SOF Language Specification

This section specifies the Stack with Objects and Functions programming language.

The SOF source file

An SOF source file is a program or part of a program in the SOF programming language. The source files shall end with .sof or .stackof; the latter mainly for extension collisions. Every SOF source file must adhere to the following Extended Backus-Naur form specification:

(* A program is a series of tokens and comments, where tokens MUST be separated by whitespace. *)
SofProgram = [Token] { [Comments] ?Whitespace? [Comments] Token } { [Comments] ?Whitespace? } ;

Token = "def" | "globaldef" | "dexport" | "use" | "export"
      | "dup" | "pop" | "swap"
      | "write" | "writeln" | "input" | "inputln"
      | "if" | "ifelse" | "while" | "dowhile" | "switch"
      | "function" | "constructor"
      | "+" | "-" | "*" | "/" | "%" | "<<" | ">>" | "cat"
      | "and" | "or" | "xor" | "not"
      | "<" | "<=" | ">" | ">=" | "=" | "/="
      | "." | ":" | "," | ";" | "nativecall"
      | "[" | "]" | "|"
      | "describe" | "describes" | "assert"
      | Number | String | Boolean
      | Identifier | CodeBlock ;

Identifier = ?Unicode Letter? { ?Unicode Letter? | DecimalDigits | "_" | "'" | ":" } ;
(* A code block recursively contains SOF code, i.e. an SofProgram. *)
CodeBlock = "{" SofProgram "}" ;

(* Literals *)
String = '"' { ?any character except "? '\"' } '"' ;
Boolean = "true" | "false" | "True" | "False" ;
Number = [ "+" | "-" ] ( Integer | Decimal ) ;
Integer = "0" ( "h" | "x" ) HexDigits { HexDigits }
        | [ "0d" ] DecimalDigits { DecimalDigits }
	| "0o" OctalDigits { DecimalDigits }
	| "0b" BinaryDigits { BinaryDigits } ;
Decimal = DecimalDigits { DecimalDigits } "." DecimalDigits { DecimalDigits }
          [ ("e" | "E") ( "+" | "-" ) DecimalDigits { DecimalDigits } ] ;
BinaryDigits = "0" | "1" ;
OctalDigits = BinaryDigits | "2" | "3" | "4" | "5" | "6" | "7" ;
DecimalDigits = OctalDigits | "8" | "9" ;
HexDigits = DecimalDigits | "a" | "b" | "c" | "d" | "e" | "f" | "A" | "B" | "C" | "D" | "E" | "F" ;

(* Comments are ignored. *)
Comments = Comment { Comment } ;
Comment = ( "#" { ?any? } ?Unicode line break/newline? )
        | ( "#*" { ?any? } "*#" ) ;

Here, SofProgram is the syntax specification for an entire SOF source file. The source file consists of two types of syntactical constructs: Comments and Tokens.

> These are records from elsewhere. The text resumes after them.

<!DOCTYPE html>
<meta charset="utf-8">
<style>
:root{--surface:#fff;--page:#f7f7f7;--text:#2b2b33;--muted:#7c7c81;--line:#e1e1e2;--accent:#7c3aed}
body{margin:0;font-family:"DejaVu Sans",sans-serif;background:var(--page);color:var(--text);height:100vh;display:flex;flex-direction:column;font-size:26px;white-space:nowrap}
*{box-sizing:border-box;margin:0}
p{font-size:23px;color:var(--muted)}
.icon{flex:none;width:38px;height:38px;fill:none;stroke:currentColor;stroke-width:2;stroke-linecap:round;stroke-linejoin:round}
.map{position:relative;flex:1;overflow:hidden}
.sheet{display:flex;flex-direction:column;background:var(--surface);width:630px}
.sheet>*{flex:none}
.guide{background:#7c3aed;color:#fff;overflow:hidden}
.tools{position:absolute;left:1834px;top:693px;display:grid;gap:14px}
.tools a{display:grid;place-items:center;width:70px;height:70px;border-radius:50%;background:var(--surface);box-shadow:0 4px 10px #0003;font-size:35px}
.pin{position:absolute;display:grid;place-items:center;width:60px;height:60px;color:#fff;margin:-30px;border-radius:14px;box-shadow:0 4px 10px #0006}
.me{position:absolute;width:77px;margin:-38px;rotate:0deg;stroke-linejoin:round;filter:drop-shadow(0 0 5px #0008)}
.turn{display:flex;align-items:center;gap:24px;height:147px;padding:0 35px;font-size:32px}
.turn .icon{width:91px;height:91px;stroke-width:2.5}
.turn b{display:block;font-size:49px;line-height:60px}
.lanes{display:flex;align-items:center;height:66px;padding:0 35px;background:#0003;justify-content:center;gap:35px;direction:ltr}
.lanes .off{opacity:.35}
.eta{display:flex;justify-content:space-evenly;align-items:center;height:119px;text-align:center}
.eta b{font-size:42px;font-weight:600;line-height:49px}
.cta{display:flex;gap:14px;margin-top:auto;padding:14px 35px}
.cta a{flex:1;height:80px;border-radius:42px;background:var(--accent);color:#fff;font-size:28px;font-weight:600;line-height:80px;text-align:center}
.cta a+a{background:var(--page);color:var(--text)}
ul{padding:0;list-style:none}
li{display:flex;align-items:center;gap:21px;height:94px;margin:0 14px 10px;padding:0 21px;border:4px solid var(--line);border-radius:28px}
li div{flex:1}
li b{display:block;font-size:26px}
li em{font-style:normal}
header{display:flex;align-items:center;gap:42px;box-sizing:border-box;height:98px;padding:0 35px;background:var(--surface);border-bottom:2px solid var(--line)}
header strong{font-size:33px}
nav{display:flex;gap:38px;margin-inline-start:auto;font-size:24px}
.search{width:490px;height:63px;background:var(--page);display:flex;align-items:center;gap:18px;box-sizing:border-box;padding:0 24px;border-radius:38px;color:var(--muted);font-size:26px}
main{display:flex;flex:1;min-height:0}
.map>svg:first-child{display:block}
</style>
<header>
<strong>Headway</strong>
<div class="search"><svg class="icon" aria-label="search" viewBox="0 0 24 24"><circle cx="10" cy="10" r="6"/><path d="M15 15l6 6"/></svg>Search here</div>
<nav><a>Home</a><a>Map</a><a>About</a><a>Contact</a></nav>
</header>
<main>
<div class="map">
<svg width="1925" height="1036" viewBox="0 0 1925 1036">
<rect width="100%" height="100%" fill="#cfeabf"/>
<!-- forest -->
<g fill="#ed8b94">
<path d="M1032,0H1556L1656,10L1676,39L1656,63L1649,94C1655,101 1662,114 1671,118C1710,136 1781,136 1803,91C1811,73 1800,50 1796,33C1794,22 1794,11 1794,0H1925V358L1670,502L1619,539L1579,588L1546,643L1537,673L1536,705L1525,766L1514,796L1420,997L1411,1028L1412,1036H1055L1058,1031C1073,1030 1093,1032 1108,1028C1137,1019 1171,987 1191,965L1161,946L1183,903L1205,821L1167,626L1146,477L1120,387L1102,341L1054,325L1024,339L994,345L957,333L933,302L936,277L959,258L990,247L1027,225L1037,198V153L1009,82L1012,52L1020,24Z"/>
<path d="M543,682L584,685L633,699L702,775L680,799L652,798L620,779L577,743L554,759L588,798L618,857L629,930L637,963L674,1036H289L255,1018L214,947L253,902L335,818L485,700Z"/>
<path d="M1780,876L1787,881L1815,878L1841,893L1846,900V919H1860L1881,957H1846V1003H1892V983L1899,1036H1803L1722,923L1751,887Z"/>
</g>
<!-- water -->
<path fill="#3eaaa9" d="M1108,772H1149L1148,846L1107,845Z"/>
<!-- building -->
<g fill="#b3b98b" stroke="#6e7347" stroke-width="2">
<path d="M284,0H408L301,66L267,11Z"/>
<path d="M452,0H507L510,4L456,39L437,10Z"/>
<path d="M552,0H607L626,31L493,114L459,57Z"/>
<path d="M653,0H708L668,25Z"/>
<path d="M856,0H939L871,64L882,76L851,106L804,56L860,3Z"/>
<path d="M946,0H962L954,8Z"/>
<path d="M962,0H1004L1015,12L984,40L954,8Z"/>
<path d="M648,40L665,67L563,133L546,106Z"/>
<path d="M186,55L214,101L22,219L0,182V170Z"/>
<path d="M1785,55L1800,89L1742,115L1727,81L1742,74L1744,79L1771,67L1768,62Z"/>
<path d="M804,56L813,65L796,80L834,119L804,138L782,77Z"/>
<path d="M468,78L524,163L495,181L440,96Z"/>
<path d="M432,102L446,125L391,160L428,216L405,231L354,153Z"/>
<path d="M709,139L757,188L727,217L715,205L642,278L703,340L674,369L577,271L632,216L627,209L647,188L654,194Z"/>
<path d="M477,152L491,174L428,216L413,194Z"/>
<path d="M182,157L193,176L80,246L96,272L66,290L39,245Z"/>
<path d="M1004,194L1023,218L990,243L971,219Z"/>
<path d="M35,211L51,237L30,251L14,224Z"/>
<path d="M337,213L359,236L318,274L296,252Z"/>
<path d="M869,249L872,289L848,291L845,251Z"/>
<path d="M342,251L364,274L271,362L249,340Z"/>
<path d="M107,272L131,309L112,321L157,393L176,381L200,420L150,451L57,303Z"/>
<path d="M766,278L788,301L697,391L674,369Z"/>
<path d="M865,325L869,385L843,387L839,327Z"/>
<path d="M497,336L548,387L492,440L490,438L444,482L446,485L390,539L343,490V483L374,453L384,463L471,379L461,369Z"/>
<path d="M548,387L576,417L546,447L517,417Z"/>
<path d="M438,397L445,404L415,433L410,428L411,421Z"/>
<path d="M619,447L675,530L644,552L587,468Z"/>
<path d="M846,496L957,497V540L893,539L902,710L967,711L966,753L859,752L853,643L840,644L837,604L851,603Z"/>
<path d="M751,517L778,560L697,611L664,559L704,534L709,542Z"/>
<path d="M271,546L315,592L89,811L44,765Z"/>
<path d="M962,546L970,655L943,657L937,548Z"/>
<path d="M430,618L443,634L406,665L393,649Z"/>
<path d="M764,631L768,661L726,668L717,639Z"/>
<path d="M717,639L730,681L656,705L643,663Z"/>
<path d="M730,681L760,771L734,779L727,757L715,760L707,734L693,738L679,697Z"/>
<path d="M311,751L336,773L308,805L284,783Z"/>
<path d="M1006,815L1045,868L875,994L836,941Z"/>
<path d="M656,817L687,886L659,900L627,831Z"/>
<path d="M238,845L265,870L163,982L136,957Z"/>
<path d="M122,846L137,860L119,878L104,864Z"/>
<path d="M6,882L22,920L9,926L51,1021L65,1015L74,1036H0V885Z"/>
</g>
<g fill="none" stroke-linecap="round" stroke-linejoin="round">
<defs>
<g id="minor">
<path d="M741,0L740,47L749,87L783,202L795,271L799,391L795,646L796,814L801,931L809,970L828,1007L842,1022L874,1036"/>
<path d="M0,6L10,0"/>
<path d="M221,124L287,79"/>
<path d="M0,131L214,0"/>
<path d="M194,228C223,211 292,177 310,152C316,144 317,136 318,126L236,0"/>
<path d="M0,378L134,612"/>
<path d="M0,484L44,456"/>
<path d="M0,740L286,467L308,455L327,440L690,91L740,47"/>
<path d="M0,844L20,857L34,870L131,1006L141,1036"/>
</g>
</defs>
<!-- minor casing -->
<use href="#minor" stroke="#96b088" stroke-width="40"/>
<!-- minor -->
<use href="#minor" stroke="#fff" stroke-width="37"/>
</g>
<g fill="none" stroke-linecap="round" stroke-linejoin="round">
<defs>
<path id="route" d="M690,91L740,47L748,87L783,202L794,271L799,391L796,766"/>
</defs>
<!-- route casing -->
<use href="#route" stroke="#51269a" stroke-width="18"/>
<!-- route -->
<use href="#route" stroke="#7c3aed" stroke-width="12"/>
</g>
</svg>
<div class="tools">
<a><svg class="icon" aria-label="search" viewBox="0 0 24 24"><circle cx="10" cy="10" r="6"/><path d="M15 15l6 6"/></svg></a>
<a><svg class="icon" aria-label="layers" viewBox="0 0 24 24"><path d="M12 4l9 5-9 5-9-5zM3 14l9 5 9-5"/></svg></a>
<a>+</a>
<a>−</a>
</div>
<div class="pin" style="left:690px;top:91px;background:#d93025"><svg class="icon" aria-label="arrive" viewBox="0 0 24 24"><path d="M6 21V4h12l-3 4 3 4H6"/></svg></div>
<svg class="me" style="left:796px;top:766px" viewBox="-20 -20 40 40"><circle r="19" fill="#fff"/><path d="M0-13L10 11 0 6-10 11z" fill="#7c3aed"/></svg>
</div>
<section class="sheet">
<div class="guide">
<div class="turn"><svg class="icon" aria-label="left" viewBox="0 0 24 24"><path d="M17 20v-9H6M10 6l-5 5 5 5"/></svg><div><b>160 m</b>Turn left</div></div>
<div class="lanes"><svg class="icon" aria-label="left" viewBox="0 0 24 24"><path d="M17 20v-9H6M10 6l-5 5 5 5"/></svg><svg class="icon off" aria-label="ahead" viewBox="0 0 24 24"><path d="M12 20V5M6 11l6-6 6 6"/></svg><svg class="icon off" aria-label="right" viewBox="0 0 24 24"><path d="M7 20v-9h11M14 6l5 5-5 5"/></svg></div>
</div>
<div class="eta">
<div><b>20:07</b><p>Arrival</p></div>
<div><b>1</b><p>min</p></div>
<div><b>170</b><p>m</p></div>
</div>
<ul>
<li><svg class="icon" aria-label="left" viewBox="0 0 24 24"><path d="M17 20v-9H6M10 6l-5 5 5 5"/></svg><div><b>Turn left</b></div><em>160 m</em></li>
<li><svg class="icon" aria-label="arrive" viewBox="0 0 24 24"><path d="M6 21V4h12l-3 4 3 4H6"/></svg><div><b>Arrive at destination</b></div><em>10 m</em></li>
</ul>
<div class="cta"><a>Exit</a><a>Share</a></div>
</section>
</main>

Comments are purely for the benefit of the programmer and are entirely ignored. Tooling is encouraged to place programming-language-like information about the code inside comments. There are two types of comments: Single-line comments start with # and extend to the end of the line, while multi-line comments start with #* and end with *# and can span multiple lines. In the following and the language reference in general, comments are treated as non-existent, and it is recommended to remove comments from the source code as one of the first steps of code processing.

Tokens are the core of the SOF program. The tokens are ordered in a linear sequence. The only exception is the code block token: A code block recursively nests another sequence of tokens. The major other differentiation in the token type is between the Literal Tokens that behave and look like the literals in other programming languages, as well as the Primitive Tokens aka. keywords that execute program logic.

Executing

Executing an SOF program is as simple as executing all tokens in the order that they are given in the source code. What each token does can vary wildly and each token is specified precisely in the main language reference. In general, executed tokens manipulate the Stack and the Nametables, and while Primitive Tokens have a predefined constant action, Literals vary depending on the exact token text given.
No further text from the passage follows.